1xApi

Posted on Apr 4 • Originally published at 1xapi.com

How to Implement the Saga Pattern for Distributed Transactions in Node.js (2026 Guide)

#node #microservices #architecture #distributed

The hardest problem in distributed systems isn't handling failure — it's handling partial failure. When your order service successfully charges a card but the inventory service crashes before reserving stock, you have a real problem that a single database ROLLBACK can't solve.

The Saga pattern is the industry-standard solution for distributed transactions across microservices. In 2026, with most production Node.js systems running across multiple services, databases, and cloud functions, understanding Sagas is no longer optional — it's a core skill.

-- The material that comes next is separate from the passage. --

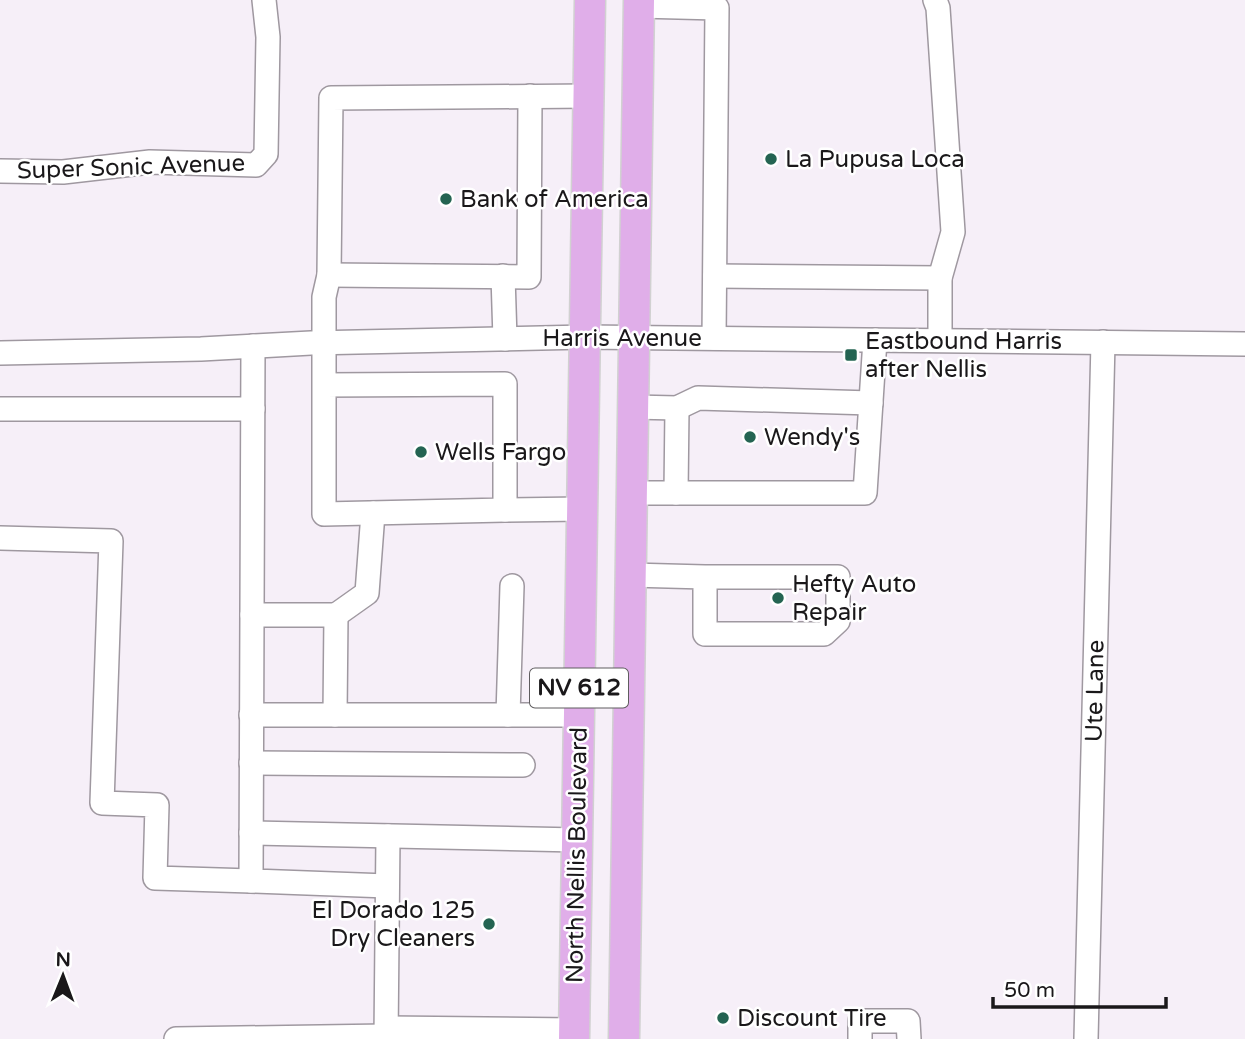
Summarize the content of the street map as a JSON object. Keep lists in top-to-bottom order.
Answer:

This guide shows you how to implement both flavors (choreography and orchestration) in Node.js with working code, Redis-backed state, and proper compensation logic.

What Problem Do Sagas Solve?

In a monolith, you write:

await db.transaction(async (trx) => {
  await chargeCard(userId, amount, trx);
  await reserveInventory(productId, qty, trx);
  await createOrder(userId, productId, trx);
});

If reserveInventory throws, the whole transaction rolls back. Clean.

In microservices, each service owns its own database. There is no shared transaction boundary. If your architecture looks like this:

Client → Order Service (PostgreSQL)
       → Payment Service (Stripe + MySQL)
       → Inventory Service (MongoDB)
       → Notification Service (Redis + Twilio)

You need a way to coordinate multi-step workflows and undo completed steps if a later step fails. That's exactly what the Saga pattern provides.

Saga vs. Two-Phase Commit (2PC)

Before diving into code, here's why Sagas beat 2PC for microservices:

	2PC	Saga
Blocking	Yes (coordinator waits)	No (async steps)
Availability	Low (lock-based)	High
Complexity	High	Medium
Failure recovery	Difficult	Explicit compensations
Node.js support	Poor	Excellent

2PC requires all participants to hold locks during the "prepare" phase. In a distributed Node.js system with network latency, this creates cascading timeouts. Sagas avoid locks entirely by using compensating transactions — explicit undo operations for each step.

Two Saga Flavors

Choreography: Event-Driven Saga

Each service publishes events and listens for events from others. No central coordinator.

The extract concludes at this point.